Le jour où un élève, par ailleurs dissipé et très peu motivé pour le travail, en félicite un autre (en très grande difficulté mais plutôt volontaire, lorsqu’il ne s’épuise pas) qui "a fait beaucoup d’efforts et commence à avoir de bons résultats" et qu’une autre lève la main pour renchérir "je crois qu’on peut tous l’applaudir". Le sourire (incrédule d’abord, lorsqu’il s’est tourné vers moi comme pour me demander s’il ne rêvait pas) de l’élève félicité est un de mes moments de l’année. Et sur le moyen terme, ce moment lui a insufflé un peu d’énergie pour les semaines suivantes et lui a permis (en tout cas je le pense), sur certaines notions, de réunir le petit surcroit d’énergie pour avancer un peu plus loin.
Le jour où un élève, très en retrait par rapport aux autres car se sentant mis de côté (alors que lui-même n’allait pas du tout vers les autres) et n’ayant pas du tout pris part aux conseils jusque là, est pris à partie par une élève qui le critique car il veut élaborer des règles de jeu alors qu’il n’y joue pas.
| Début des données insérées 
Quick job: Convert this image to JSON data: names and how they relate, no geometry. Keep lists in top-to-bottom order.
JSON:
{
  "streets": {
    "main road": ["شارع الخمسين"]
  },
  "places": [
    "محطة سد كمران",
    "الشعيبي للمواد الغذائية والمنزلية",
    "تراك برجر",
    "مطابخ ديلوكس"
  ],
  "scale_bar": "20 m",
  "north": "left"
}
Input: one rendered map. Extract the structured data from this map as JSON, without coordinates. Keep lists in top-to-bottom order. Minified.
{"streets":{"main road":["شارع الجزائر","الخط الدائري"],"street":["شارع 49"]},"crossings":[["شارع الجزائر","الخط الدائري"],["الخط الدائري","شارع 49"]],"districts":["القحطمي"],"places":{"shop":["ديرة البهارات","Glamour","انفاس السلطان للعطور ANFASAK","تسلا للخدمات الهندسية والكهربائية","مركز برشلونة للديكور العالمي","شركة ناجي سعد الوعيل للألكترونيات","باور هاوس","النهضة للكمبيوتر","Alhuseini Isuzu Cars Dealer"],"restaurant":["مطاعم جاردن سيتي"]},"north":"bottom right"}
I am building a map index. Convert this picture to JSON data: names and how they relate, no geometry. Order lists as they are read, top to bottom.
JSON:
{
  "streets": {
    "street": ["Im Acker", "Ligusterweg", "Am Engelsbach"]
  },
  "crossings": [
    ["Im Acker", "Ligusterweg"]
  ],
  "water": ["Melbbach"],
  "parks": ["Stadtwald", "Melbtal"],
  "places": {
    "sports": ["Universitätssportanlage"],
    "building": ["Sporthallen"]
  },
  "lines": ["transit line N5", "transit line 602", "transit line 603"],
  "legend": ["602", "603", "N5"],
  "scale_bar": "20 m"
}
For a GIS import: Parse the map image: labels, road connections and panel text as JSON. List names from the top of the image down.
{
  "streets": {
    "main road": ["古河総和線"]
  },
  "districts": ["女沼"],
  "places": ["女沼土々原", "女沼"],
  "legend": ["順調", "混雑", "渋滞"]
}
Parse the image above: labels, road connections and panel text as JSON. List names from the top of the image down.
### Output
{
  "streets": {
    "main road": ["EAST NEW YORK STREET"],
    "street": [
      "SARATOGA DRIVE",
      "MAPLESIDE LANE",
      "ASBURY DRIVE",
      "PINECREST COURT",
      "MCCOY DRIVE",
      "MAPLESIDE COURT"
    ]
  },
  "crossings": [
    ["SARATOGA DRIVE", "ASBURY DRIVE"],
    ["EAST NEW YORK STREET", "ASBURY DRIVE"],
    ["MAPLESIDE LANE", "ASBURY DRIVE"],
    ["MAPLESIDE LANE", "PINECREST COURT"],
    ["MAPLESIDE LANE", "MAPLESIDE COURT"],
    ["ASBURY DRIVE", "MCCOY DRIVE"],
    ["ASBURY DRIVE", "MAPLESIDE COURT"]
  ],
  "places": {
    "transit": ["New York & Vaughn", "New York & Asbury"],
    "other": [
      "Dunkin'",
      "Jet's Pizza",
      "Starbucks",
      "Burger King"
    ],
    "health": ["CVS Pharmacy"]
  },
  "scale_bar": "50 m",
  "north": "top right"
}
Il lève alors la main et réussit à dire qu’il ne joue pas parce qu’il a peur d’être rejeté. Plusieurs élèves prennent alors la parole pour l’encourager à venir avec eux, pour lui dire qu’il ne doit pas rester dans son coin, et que "c’est ceux qui te rejettent qui (ne) devraient pas jouer". A la récréation suivante, et régulièrement depuis, il a participé aux grands jeux de la classe pendant les récréations.
Le jour où, après avoir râlé, répété, réexpliqué, et mis beaucoup d’énergie sans résultat probant, une élève vous félicite parce que "quand même, vous faites beaucoup de choses pour nous alors qu’on (ne) fait pas souvent d’efforts...".
Et j’en passe...
Conclusion
Le conseil coopératif que j’ai expérimenté cette année a eu des hauts et des bas, des moments de creux mais a aussi permis à mes élèves de se parler, de s’ouvrir, de discuter. Il n’a pas permis de transformer radicalement le comportement scolaire des élèves, mais il a participé activement à une amélioration significative du climat de classe, en permettant l’expression libre des élèves, en permettant à des élèves d’entendre d’une autre bouche que de la mienne des vérités qu’ils n’acceptaient pas de ma part, en permettant de mettre au jour et de résoudre des histoires latentes qui pourrissaient parfois l’ambiance. Il a donc permis, par cette amélioration (insuffisante mais réelle) du climat de classe, un meilleur apprentissage dans les autres domaines scolaires. C’est tout sauf une perte de temps.
Ce n’est pas une panacée, d’ailleurs j’ai fini par l’abandonner cette année avec mes élèves (ça, c’est une autre histoire...). Mais cette première expérience m’a très clairement donné envie de retenter l’expérience avec d’autres élèves.